Ozgur Ozel Dunyaya Kuzey Kibrisi taniyin diyorsaniz once kendiniz taniyacaksiniz Ozgur Ozel Dunyaya Kuzey Kibrisi taniyin diyorsaniz once kendiniz taniyacaksiniz

Ozgur Ozel Dunyaya Kuzey Kibrisi taniyin diyorsaniz once kendiniz taniyacaksiniz

CHP Genel Başkanı Özgür Özel, “Dünyaya ‘Kuzey Kıbrıs’ı tanıyın’ diyorsanız önce kendiniz tanıyacaksınız, oranın iradesine saygı duyacaksınız” dedi.

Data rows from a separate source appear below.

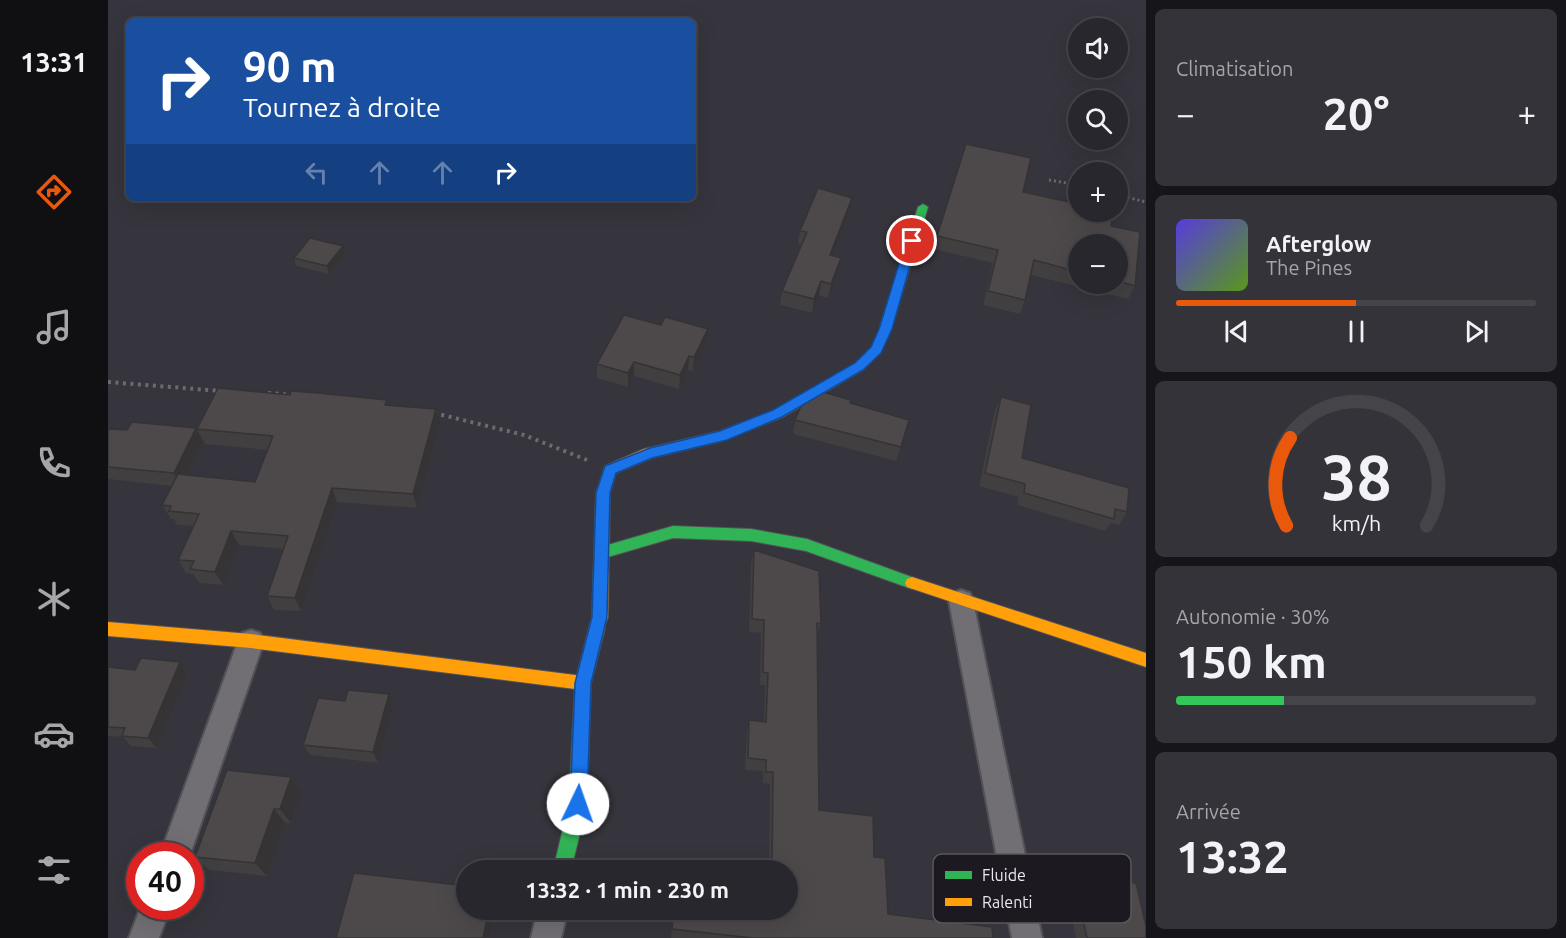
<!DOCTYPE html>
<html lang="fr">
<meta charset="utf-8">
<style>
body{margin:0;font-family:Ubuntu,sans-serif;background:#343339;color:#f1f3f6;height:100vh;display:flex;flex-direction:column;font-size:22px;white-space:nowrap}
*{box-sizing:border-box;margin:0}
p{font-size:20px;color:#a5a5aa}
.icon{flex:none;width:33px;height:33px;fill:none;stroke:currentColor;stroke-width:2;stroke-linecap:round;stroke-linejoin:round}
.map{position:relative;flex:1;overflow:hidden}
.details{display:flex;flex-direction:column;gap:9px;padding:9px;background:#161519;width:420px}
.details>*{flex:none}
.top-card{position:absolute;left:18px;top:18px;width:570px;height:183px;border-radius:9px;box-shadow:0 6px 24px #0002,0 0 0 2px #444449;background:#1a4fa0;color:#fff;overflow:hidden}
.fabs{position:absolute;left:960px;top:18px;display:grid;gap:12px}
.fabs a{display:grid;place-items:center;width:60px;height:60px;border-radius:50%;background:#28272d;box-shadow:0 6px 24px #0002,0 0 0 2px #444449;font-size:30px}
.speed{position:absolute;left:18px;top:842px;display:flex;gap:12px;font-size:30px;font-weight:700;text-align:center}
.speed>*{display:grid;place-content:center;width:78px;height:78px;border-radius:50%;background:#28272d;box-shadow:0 6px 24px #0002,0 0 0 2px #444449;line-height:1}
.speed .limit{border:9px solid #d22;background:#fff;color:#111}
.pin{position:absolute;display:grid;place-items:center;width:51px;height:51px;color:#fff;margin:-26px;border:3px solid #fff;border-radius:50%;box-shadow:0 2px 6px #0007}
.me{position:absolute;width:66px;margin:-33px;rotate:3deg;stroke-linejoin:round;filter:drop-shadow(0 0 4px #0008)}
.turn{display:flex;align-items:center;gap:21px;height:126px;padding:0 18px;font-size:27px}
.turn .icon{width:78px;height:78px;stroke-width:2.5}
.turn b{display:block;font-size:42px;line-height:51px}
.lanes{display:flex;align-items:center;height:57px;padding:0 18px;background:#0003;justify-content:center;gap:30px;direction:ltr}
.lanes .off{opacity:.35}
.big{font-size:45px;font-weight:700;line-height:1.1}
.details .widget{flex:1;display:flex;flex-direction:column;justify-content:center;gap:9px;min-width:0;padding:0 21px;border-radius:9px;background:#343339}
.details .dial{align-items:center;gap:0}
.dial svg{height:156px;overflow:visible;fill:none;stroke:#444449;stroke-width:7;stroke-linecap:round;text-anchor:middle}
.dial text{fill:#f1f3f6;stroke:none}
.song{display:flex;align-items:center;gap:18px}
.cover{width:72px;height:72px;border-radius:9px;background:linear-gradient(135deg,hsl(250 70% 55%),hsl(90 70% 35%))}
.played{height:6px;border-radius:3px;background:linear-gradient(90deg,#ea580c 50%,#444449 50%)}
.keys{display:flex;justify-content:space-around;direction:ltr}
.heat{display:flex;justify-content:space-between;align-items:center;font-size:33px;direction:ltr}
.charge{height:9px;border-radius:4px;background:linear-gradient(90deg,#34c759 30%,#444449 0)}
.trip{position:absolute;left:348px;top:860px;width:342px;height:60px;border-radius:30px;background:#28272d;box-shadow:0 6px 24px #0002,0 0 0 2px #444449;font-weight:700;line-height:60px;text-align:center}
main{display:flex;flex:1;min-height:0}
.tabs{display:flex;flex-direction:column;width:108px;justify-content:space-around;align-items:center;background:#101012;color:#a5a5aa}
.tabs .icon{width:42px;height:42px}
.tabs .selected{color:#ea580c}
.tabs b{font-size:27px;color:#f1f3f6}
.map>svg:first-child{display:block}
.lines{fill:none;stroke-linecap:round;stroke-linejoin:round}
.street-casing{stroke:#535158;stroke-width:4}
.fast-casing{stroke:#535158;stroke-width:2}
.slow-casing{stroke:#535158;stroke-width:2}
.path-far1{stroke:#6c6a6f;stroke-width:3;stroke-dasharray:2 3;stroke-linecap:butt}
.path{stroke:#6c6a6f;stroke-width:4;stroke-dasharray:3 4.5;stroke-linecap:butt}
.street{fill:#716f74;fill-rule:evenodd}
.fast{fill:#30b455;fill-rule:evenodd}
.slow{fill:#ff9f0a;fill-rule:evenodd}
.wall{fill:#423f40;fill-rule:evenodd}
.shaded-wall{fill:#363334}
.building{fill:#4d494a;stroke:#363334;stroke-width:1.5}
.route{fill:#1a73e8;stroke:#114b97;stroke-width:1.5}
.key{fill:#1c1920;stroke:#5a575e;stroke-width:1.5}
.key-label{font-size:16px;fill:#eae7f0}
</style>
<main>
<nav class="tabs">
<b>13:31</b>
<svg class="icon selected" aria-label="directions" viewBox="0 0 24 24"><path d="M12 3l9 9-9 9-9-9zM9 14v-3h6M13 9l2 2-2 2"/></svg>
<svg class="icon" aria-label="music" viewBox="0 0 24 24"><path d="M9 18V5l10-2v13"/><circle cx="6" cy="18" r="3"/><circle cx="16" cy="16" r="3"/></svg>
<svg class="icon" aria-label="phone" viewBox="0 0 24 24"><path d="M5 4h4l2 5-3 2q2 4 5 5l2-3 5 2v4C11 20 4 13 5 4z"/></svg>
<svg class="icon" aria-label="climate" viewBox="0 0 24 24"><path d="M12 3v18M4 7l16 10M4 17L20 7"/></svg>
<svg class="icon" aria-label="car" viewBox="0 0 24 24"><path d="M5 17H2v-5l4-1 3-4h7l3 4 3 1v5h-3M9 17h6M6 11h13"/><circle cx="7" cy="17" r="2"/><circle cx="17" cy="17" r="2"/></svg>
<svg class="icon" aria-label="filters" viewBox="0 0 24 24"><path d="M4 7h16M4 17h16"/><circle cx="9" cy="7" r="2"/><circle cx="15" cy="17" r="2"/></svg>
</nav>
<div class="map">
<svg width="1038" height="938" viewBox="0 0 1038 938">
<rect width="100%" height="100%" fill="#36343c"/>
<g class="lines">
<g class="street-casing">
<path id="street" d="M853,590L862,593L865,601L934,938H904L841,601L844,593Z
M143,630L152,633L156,641L82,855H52L130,641L134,633Z
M33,906H63L51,938H21Z
M430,909H460L453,938H423Z"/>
</g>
<g class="fast-casing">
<path id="fast" d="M815,204L820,207L783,330L777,334L773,333L771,330L810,207Z
M565,526L643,529L699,539L809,579L811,583L809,587L804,589L698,551L643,541L565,538L493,559L488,557L486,553L488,549L493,547Z
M489,621L494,623L497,628L483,683L479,804L463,870H445L461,804L467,683L481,628L484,623Z"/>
</g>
<g class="slow-casing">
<path id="slow" d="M777,326L783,330L772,353L755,370L675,417L614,441L544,458L508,473L502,493L500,617L494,633L489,635L484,633L481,628L484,617L488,493L497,466L536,449L612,431L665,411L747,364L763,348L773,327Z
M804,577L1038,653V667L799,587L797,583L799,579Z
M0,622L143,634L475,676L481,678L483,683L481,688L475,690L143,648L0,636Z"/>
</g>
<path class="path-far1" d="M941,180L970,185
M1010,195L1038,202"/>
<path class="path" d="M0,382L113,391
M160,393L185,395
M326,413L416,435L479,460"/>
<use href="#street" class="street"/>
<use href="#fast" class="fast"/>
<use href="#slow" class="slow"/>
</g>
<path class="wall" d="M858,144L915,192L1003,226L1027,286L1020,299L923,275L917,300L912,314L875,305L885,263L825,249ZM970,244H1010V284H970Z
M744,198L741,211L724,255L733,258L730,272L720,298L711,295L704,313L672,305L674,291L694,245L690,244L692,231Z
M237,253L221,274L188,266L186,258Z
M598,343L585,371L580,370L571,389L526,376L520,387L489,378V364Z
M893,397L914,458L1019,512L1011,525L1003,523L997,531L909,505L911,497L871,486L887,410Z
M742,403L793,447L788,461L685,434L687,420Z
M281,406L332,424L309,508L229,502L193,611L166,610L159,596L176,549L131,545L115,585L91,583L85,574L78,573L70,560L85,526L69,525L66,519H63L54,505L64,486L0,479V429L19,430L88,428L95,442L79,475L147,482L160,450L97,444L89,429Z
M646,550L713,624L709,635L711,810L766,857L780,914L885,938H563L565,909H680V870H661L662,784L655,783V771L637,770L639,732L641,720L656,721L657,685H652L653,633L641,632L643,564Z
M72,662L80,672L49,748L23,746L15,737L0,736V667L27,670Z
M286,705L270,763L202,755L195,745Z
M193,792L183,823H177L159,876L101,870L87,857Z
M948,863L971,880L1038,938H968L963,912L945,910L940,871Z"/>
<path class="shaded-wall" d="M744,198L741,211L719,269L722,255Z
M235,246L237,253L221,274L219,266Z
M733,258L730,272L720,298L723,284Z
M713,281L711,295L704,313L706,299Z
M600,329L598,343L585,371L586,357Z
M581,356L580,370L571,389L572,375Z
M526,362V376L520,387V373Z
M328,409L332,424L309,508L305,494Z
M88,428L95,442L73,487L66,473Z
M224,488L229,502L193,611L187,598Z
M123,531L131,545L115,585L107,572Z
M72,662L80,672L49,748L40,738Z
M281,694L286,705L270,763L265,752Z
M183,777L193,792L183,823L172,809Z
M166,809L177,823L159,876L147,863Z
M381,909H386L381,938H375Z"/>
<path class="building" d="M858,144L923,158L915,192L970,204V212H1005L1003,226L1032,232L1027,286L1010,281V244H970V272L926,260L917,300L880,291L890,250L829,236Z
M710,188L744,198L722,255L733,258L723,284L713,281L706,299L674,291L699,232L692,231Z
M202,238L235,246L219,266L186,258Z
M516,315L553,325L557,317L600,329L586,357L581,356L572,375L526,362L520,373L489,364Z
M110,388L182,395L183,391L210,393L279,400L277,405L328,409L305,494L224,488L187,598L159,596L180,536L123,531L107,572L82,569L86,561L70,560L91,514L61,511L63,506L54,505L70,474L147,482L165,436L89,429Z
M715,392L743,400L742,403L801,420L793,447L687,420L693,406Z
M893,397L923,405L914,458L1021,488L1019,512L1007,509L1006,519L916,493L917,484L877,473Z
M24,422L88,428L66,473L0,467V429L19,430Z
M646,550L711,571L713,624L709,623L711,810L765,816L766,857L777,858L780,914L884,927L885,938H645L564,929L566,909H680V870H664L665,772H658V760L640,758L641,720L658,722L660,673L655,672L656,620L644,619Z
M33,658L72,662L40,738L14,736L17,728L0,727V667L27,670Z
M240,690L281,694L265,752L195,745L210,698L237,701Z
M119,770L183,777L172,809H166L147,863L87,857Z
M948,863L969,865L971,880L1028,883L1038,926V938H979L972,905L954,903Z
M246,873L358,886V909H381L375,938H228Z"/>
<path class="route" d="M804,238L809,241L784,329L773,353L755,370L674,417L619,440L544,458L508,473L502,493L499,617L483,683L479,804L476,810L470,813L464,810L462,804L467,683L484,617L488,493L497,466L542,448L612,431L665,410L747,363L763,347L771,329L798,241Z"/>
<rect x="825" y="854" width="198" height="69" rx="9" class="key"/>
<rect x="837" y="871" width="27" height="8" fill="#30b455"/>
<rect x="837" y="898" width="27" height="8" fill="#ff9f0a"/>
<g class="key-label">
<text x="874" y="881">Fluide</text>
<text x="874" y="908">Ralenti</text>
</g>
</svg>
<div class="fabs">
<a><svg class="icon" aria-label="sound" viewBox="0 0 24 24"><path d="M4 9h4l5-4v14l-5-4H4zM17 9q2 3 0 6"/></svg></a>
<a><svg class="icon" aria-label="search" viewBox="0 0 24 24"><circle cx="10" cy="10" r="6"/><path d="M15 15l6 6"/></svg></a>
<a>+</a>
<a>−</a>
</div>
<div class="speed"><div class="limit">40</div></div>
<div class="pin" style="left:804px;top:241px;background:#d93025"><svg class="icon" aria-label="arrive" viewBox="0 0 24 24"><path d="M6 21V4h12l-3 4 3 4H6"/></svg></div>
<svg class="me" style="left:470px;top:804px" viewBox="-20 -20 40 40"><circle r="19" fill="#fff"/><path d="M0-13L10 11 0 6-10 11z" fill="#1a73e8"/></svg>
<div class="trip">13:32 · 1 min · 230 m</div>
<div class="top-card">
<div class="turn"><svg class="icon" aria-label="right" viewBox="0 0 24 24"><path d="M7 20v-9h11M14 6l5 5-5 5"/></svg><div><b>90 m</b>Tournez à droite</div></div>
<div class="lanes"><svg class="icon off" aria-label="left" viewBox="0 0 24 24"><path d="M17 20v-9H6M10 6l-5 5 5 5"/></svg><svg class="icon off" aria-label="ahead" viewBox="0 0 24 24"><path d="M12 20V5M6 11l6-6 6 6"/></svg><svg class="icon off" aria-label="ahead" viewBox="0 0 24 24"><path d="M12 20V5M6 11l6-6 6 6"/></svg><svg class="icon" aria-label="right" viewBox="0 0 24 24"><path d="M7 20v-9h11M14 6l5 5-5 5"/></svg></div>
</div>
</div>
<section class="details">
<div class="widget"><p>Climatisation</p>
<div class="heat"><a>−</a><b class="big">20°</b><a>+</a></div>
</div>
<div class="widget">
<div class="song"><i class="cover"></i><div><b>Afterglow</b><p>The Pines</p></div></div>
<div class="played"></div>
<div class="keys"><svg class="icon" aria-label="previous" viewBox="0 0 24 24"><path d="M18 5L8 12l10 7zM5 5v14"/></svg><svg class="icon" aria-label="pause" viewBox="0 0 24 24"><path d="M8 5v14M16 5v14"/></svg><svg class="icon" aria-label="next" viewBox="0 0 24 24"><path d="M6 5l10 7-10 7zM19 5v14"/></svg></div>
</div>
<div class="widget dial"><svg viewBox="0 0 100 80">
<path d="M14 69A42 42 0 1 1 86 69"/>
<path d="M14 69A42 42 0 0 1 16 24" stroke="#ea580c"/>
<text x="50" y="56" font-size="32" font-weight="700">38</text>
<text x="50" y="72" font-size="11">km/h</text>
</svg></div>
<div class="widget"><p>Autonomie · 30%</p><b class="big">150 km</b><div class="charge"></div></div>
<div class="widget"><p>Arrivée</p><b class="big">13:32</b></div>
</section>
</main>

CHP Genel Başkanı Özgür Özel, TBMM’de partisinin grup toplantısında konuştu. Özel, hafta sonu Kuzey Kıbrıs Türk Cumhuriyeti’nde Cumhurbaşkanlığı seçimleri yapıldığını ve kardeş parti olarak nitelendirdikleri Cumhuriyetçi Türk Partisi’nin lideri Tufan Erhürman’ın cumhurbaşkanı olarak seçildiğini hatırlatarak, Kıbrıs’ta kazananın Kıbrıs’ın halkı ve demokrasisi olduğunu söyledi. Özel, manipülasyonlara ve laf oyunlarına bakılmaması gerektiğini, oy kullanma oranının yüzde 65 olduğunu belirterek, “Seçim akşamı Sayın Erdoğan, seçim sonuçlarından dolayı kutlayan ve bundan sonra ilişkilerini seçilmiş cumhurbaşkanı ile sürdüreceğini gösteren bir açıklama yaptı. Bu olması gerekendir, doğrudur. Ancak Sayın Bahçeli, önce katılım oranı üzerinden bir meşruiyet tartışması açmaya çalıştı. Bugün de maalesef Kıbrıs’a plaka numarası vermeye, ‘Efendim 82’nci vilayetimiz Kıbrıs olsun’ demeye, Kıbrıs seçimlerini tanımamaya gayret gösteriyor. Bu fevkalade yanlıştır. Dünyaya ‘Kuzey Kıbrıs’ı tanıyın’ diyorsanız önce kendiniz tanıyacaksınız, oranın iradesine saygı duyacaksınız. Kendisini vatansever, herkese vatan haini; kendisini ülkenin birliği ve bütünlüğüne bağlı, herkesi bölücü gören zihniyetin, geçmişte Türkiye’de kime ne dediğini, bugün ne noktada durduğunu Türkiye görüyor. Cumhuriyet Halk Partisi geçmişte de Türkiye’de bölünmez bütünlükten yanaydı, terörün karşısındaydı; ama hak ihlallerinin de karşısındaydı. Bugün de aynı çizgisinde devam ediyor” ifadelerini kullandı.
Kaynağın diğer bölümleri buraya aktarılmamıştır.